The apparent tension here between these two interpretations of Matthew 22:21 could reflect more of a difference in degree than a true difference in kind. In reading, and then proclaiming, these words of Jesus as they did, our Baptist ancestors in the seventeenth century discovered in Scripture the sliver of daylight they needed in order to advance the radical argument that there were some things—or, rather, there was at least one thing—in England over which the king had no authority. The king could tax his subjects, force them to fight his wars, and throw them in prison for disturbing the peace, but he could not dictate to them either what they should believe about God or how they should put those beliefs into practice. With Matthew 22:21 as a guide, Baptists reasoned that, if anything rightly belonged to God, it was a person’s soul. As such, religious opinion was a matter of individual conscience and beyond the king’s authority to control. Royal power, in other words, did have its limits.

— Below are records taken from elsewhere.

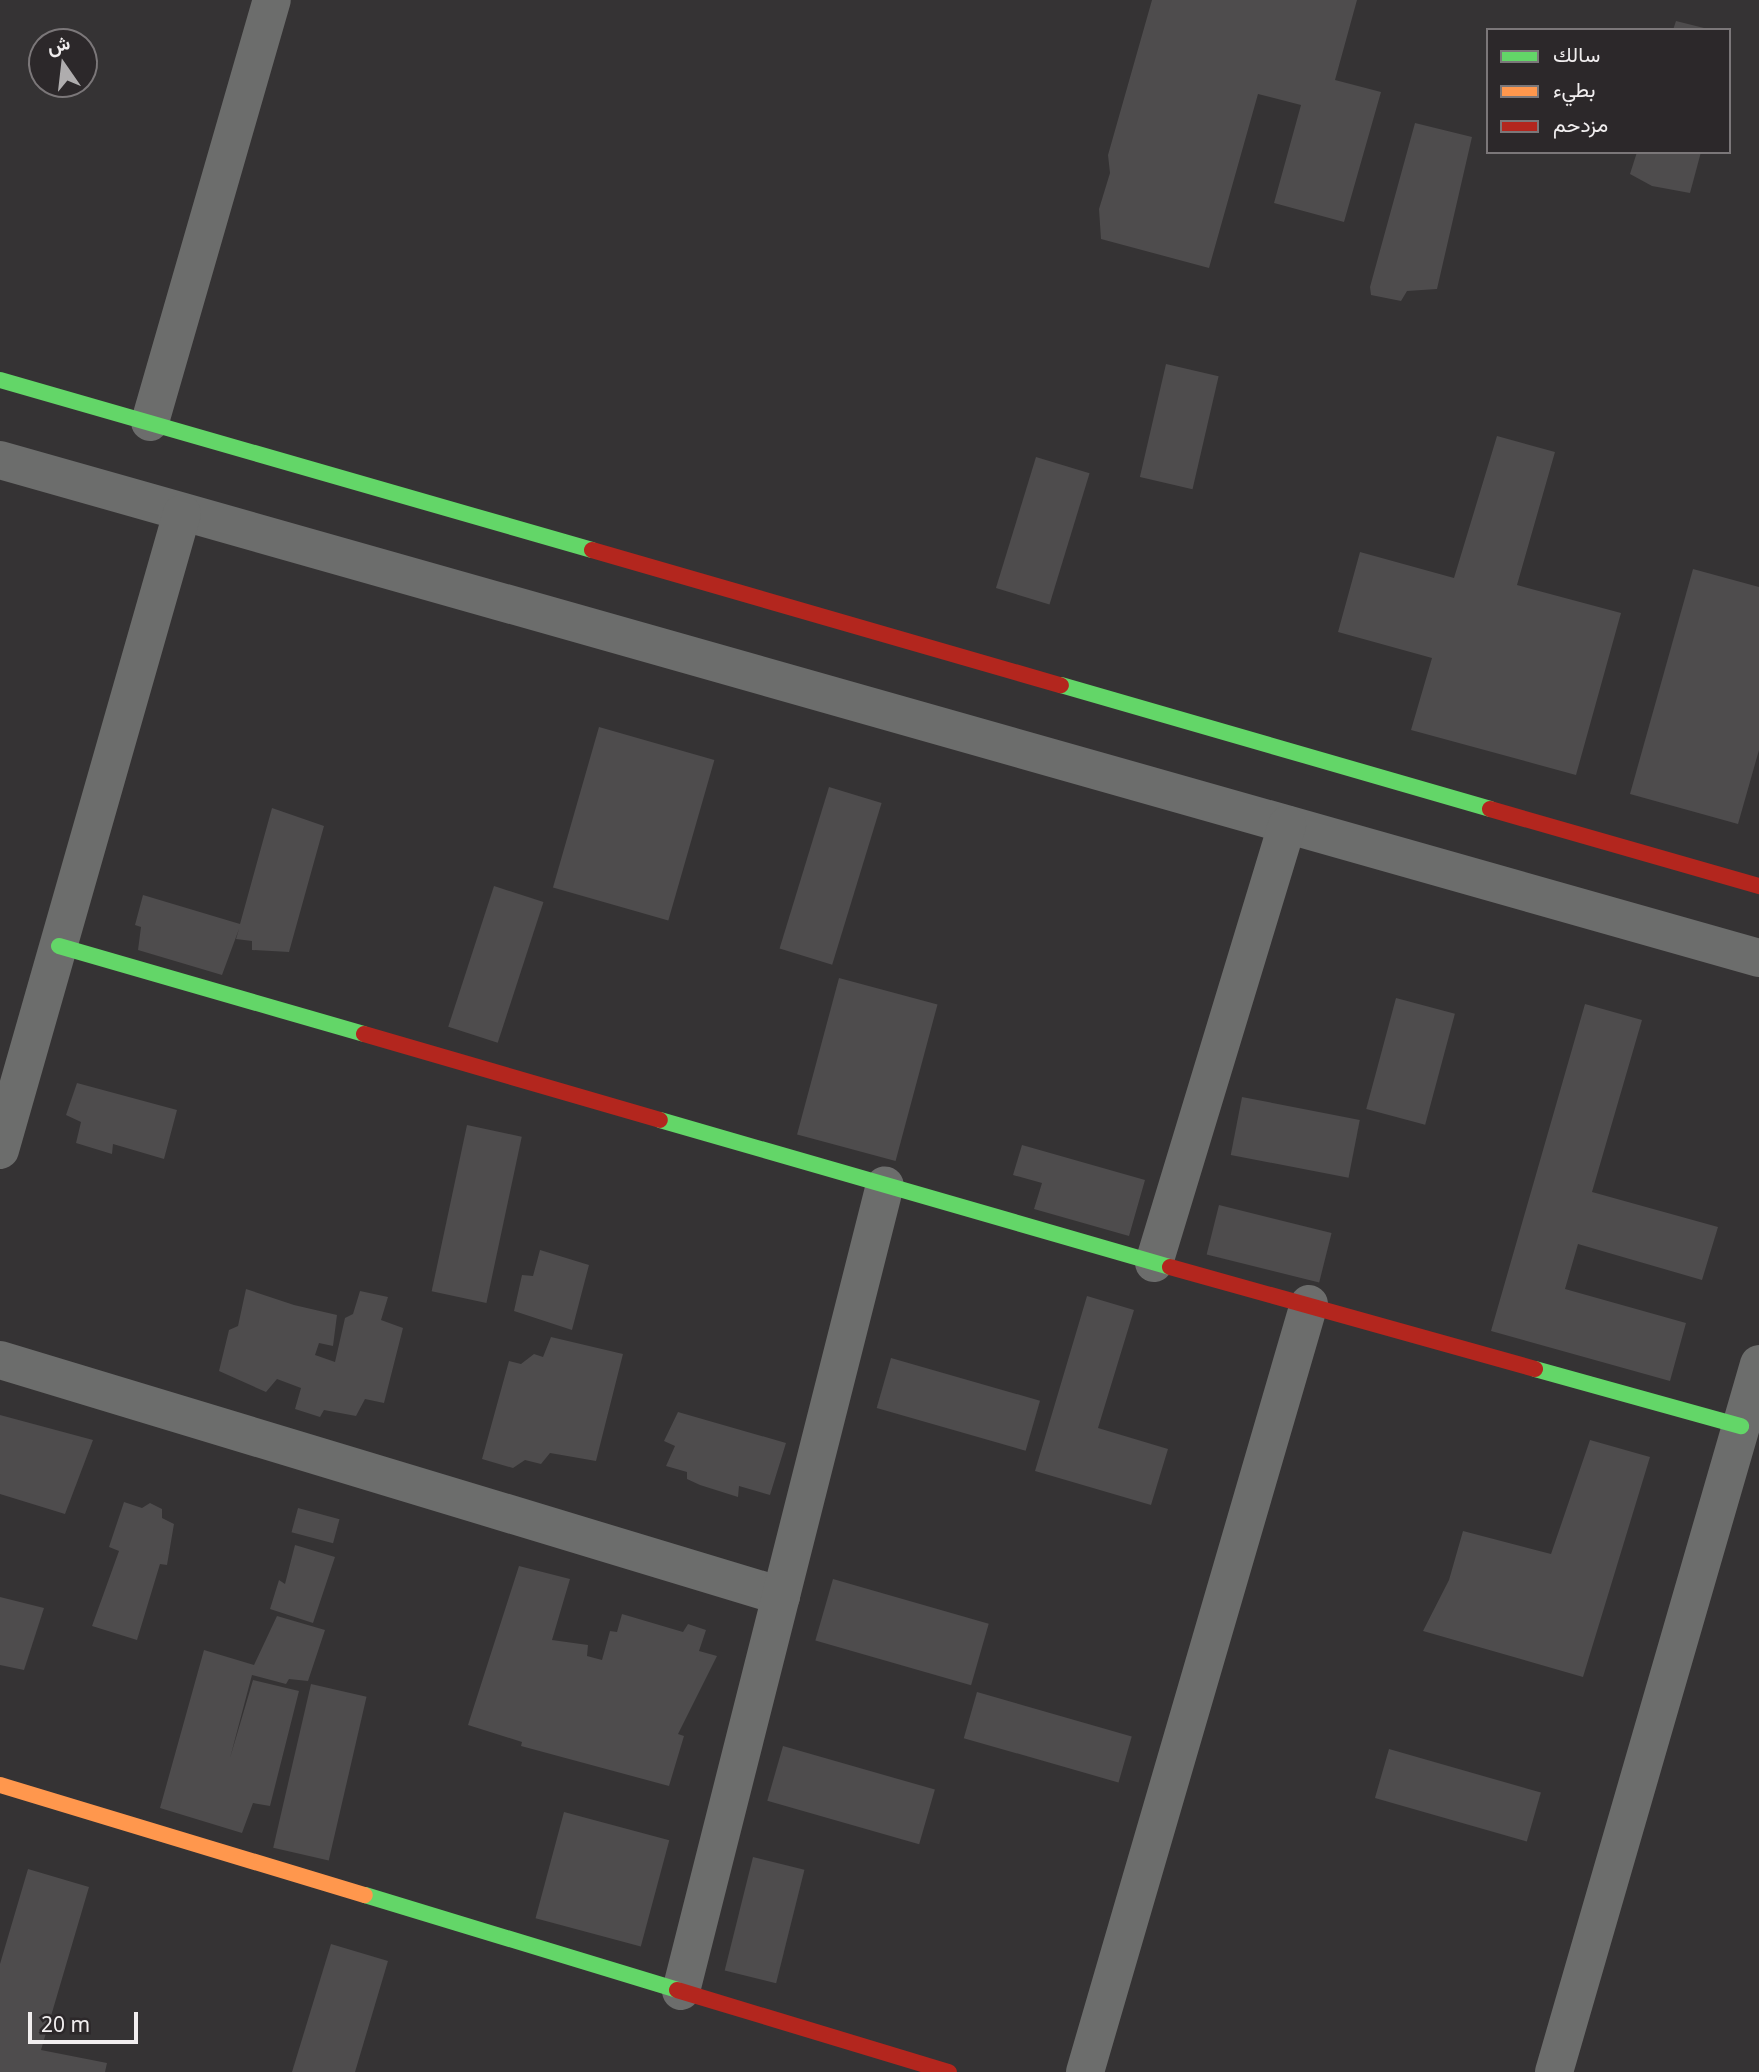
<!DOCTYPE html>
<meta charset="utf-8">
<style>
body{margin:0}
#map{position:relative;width:1759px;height:2072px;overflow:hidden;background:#353334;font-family:"Noto Sans",Vazirmatn,sans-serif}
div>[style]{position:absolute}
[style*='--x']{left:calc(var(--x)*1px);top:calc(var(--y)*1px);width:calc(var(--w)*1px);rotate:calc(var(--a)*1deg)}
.building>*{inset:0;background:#4e4c4d;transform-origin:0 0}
.street>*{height:38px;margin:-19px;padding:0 19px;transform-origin:19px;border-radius:19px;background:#6c6d6c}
.fast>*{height:16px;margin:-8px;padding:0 8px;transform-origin:8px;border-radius:8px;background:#63d668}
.slow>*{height:16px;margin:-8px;padding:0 8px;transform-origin:8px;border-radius:8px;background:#ff974d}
.jam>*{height:16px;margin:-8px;padding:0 8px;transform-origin:8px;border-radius:8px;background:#b3261e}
span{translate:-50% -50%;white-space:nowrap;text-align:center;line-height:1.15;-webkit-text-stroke:5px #2c282a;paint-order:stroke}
.legend{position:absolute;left:1486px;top:28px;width:245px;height:126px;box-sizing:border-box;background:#2c282a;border:2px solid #7b7779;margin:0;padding:9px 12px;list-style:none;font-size:21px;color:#f1eeef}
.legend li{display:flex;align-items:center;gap:14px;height:35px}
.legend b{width:35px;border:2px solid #7b7779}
.north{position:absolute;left:28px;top:28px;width:70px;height:70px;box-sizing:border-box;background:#2c282a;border:2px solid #7b7779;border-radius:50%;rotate:346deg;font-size:19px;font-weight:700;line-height:28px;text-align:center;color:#f1eeef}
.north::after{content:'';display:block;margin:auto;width:24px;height:32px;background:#afadae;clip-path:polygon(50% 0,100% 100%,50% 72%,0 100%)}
.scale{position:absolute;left:28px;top:2012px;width:110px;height:32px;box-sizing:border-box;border:4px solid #f1eeef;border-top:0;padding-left:9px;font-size:21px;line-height:24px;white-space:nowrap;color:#f1eeef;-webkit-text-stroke:5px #2c282a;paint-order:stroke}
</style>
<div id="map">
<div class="building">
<i style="clip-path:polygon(1152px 0,1357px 0,1335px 80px,1381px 92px,1344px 222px,1274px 203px,1301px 105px,1258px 94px,1209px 268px,1101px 239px,1099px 209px,1110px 173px,1108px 155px)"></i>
<i style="clip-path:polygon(1676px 21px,1708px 29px,1708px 30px,1673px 30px)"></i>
<i style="clip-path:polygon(1415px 123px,1472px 137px,1437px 289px,1407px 291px,1401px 301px,1371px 295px,1370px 287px)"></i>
<i style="clip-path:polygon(1637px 152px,1701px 152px,1690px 193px,1652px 186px,1630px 174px)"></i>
<i style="left:1166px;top:364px;width:54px;height:116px;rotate:13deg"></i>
<i style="clip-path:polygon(1497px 436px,1555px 452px,1517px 585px,1621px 613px,1576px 775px,1411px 730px,1432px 658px,1338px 632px,1360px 552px,1454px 578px)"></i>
<i style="left:1036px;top:457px;width:56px;height:137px;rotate:17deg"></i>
<i style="clip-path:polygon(1693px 569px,1759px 587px,1759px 750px,1738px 824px,1630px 794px)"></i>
<i style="left:599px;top:727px;width:120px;height:167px;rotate:16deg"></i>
<i style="left:829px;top:787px;width:55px;height:169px;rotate:17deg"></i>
<i style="clip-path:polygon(272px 808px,324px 826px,289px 952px,252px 950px,252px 941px,236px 939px,239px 929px,222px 975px,138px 950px,141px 927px,135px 925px,143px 895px,240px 924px)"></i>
<i style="left:494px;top:886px;width:52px;height:148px;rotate:18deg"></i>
<i style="left:839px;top:978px;width:102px;height:162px;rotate:15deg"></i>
<i style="left:1396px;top:998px;width:61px;height:115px;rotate:15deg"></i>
<i style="clip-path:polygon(1585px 1004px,1642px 1020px,1592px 1192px,1718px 1227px,1702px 1280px,1578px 1244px,1565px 1289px,1686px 1323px,1670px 1381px,1491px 1331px)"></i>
<i style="clip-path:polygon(77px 1083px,177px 1110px,164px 1159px,113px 1144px,112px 1154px,76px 1143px,81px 1122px,66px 1115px)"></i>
<i style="left:1242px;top:1097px;width:120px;height:59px;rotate:11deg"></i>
<i style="left:467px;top:1125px;width:56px;height:170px;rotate:12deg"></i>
<i style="clip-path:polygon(1022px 1145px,1145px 1180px,1129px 1236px,1034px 1209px,1042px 1183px,1013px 1175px)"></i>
<i style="left:1219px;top:1205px;width:116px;height:51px;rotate:14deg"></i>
<i style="clip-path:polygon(540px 1250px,589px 1265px,572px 1330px,514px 1311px,522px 1275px,533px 1276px)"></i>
<i style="clip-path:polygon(246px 1289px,294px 1305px,337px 1315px,333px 1346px,319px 1343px,315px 1355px,335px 1362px,345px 1318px,353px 1314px,360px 1291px,388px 1297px,381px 1320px,403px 1328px,384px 1403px,365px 1399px,356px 1416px,324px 1410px,320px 1417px,295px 1409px,301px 1388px,277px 1379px,266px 1392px,219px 1371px,229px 1330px,238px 1326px)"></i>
<i style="clip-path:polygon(1087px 1296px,1134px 1310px,1098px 1428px,1168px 1449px,1151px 1505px,1035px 1471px)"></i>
<i style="clip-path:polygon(551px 1337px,623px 1354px,596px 1461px,550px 1453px,541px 1464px,525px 1460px,513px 1468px,482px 1459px,509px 1361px,521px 1364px,534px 1354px,543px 1357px)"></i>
<i style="left:891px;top:1358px;width:155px;height:52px;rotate:16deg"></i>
<i style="clip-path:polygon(678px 1412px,786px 1443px,770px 1495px,739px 1486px,738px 1497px,700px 1485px,687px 1479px,687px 1472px,666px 1466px,675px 1446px,664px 1441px)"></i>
<i style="clip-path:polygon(0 1415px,93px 1440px,65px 1514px,0 1494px)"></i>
<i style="clip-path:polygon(1590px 1440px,1650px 1457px,1583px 1677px,1423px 1631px,1449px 1580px,1463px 1531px,1551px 1554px)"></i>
<i style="clip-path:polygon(124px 1502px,142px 1508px,150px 1503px,162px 1509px,162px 1518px,174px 1524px,167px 1565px,160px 1564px,137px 1640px,92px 1626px,119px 1551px,109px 1547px)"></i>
<i style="left:298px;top:1508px;width:43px;height:25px;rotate:15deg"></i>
<i style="clip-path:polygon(295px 1545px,335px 1557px,313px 1623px,270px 1609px,279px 1580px,285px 1584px)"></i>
<i style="clip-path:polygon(519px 1566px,570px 1579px,552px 1640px,588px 1645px,587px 1656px,602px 1660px,610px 1631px,617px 1632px,622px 1614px,683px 1632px,688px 1624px,706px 1630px,699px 1651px,717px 1656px,678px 1734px,684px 1736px,669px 1786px,521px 1746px,522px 1742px,468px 1725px)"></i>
<i style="left:833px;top:1579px;width:162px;height:64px;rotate:16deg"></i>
<i style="clip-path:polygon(0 1597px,44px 1608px,24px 1670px,0 1665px)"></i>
<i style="clip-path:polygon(277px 1616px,325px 1630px,308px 1681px,289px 1679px,286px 1684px,252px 1675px,230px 1758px,253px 1680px,299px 1691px,270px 1806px,253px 1803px,242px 1833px,160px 1808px,204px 1650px,254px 1665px)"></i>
<i style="left:311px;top:1684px;width:57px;height:168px;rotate:13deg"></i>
<i style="left:977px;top:1692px;width:161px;height:48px;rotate:16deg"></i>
<i style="left:783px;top:1746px;width:158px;height:57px;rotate:16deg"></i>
<i style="left:1389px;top:1749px;width:158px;height:51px;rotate:16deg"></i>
<i style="left:564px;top:1812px;width:109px;height:110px;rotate:15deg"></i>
<i style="left:753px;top:1857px;width:53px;height:117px;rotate:14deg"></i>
<i style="clip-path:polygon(28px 1869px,89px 1887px,41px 2050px,107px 2063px,105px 2072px,0 2072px,0 1964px)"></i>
<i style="clip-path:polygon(331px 1944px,388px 1961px,355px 2072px,292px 2072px)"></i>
</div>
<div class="street">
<i style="--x:150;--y:422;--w:439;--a:-73.9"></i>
<i style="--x:0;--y:460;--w:1828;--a:15.81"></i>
<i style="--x:0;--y:1150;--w:662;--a:-74.05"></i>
<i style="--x:1154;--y:1263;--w:458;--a:-73.1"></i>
<i style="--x:0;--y:1360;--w:816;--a:16.81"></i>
<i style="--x:681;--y:1991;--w:831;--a:-75.8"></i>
<i style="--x:1085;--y:2072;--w:800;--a:-73.74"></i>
<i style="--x:1554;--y:2072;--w:737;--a:-73.85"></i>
</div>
<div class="fast">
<i style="--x:0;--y:380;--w:616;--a:16.02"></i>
<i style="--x:1061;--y:685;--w:447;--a:16.1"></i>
<i style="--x:59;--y:946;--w:317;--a:16.1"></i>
<i style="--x:660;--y:1120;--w:531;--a:16.08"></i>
<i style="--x:1535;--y:1369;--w:214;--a:15.5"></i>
<i style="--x:365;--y:1895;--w:326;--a:16.9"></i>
</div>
<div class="slow">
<i style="--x:0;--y:1785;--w:381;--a:16.8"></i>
</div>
<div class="jam">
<i style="--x:592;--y:550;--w:488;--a:16.1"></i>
<i style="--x:1490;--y:809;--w:280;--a:16"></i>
<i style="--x:364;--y:1034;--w:308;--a:16.2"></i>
<i style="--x:1170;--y:1267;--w:379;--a:15.6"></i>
<i style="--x:677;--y:1990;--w:284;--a:16.8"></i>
</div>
<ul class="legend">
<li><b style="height:9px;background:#63d668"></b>سالك</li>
<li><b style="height:9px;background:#ff974d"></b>بطيء</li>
<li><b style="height:9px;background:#b3261e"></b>مزدحم</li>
</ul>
<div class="north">ش</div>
<div class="scale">20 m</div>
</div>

It was a bold argument to make in seventeenth-century England, bold enough to put many Baptists on the wrong side of the law and in the king’s jails. It was also a necessary first step in the direction of bolder, even more radical arguments that Baptists would later make for religious liberty and the institutional separation of church and state. We can read Matthew 22:21 today as a declaration of God’s sovereignty over all creation (including the pretensions of Caesar’s descendants) precisely because the early English Baptists understood Jesus to be saying that there was, in fact, a limit to Caesar’s authority in the first place. As philosopher Alasdair MacIntyre has suggested, “a tradition is an argument extended through time.” When Baptists today speak about our traditional conviction that civil power has no authority over religion, we are simply extending an argument that began, in part, with Matthew 22:21. Therein lies the gift of reading Scripture together, even across the centuries.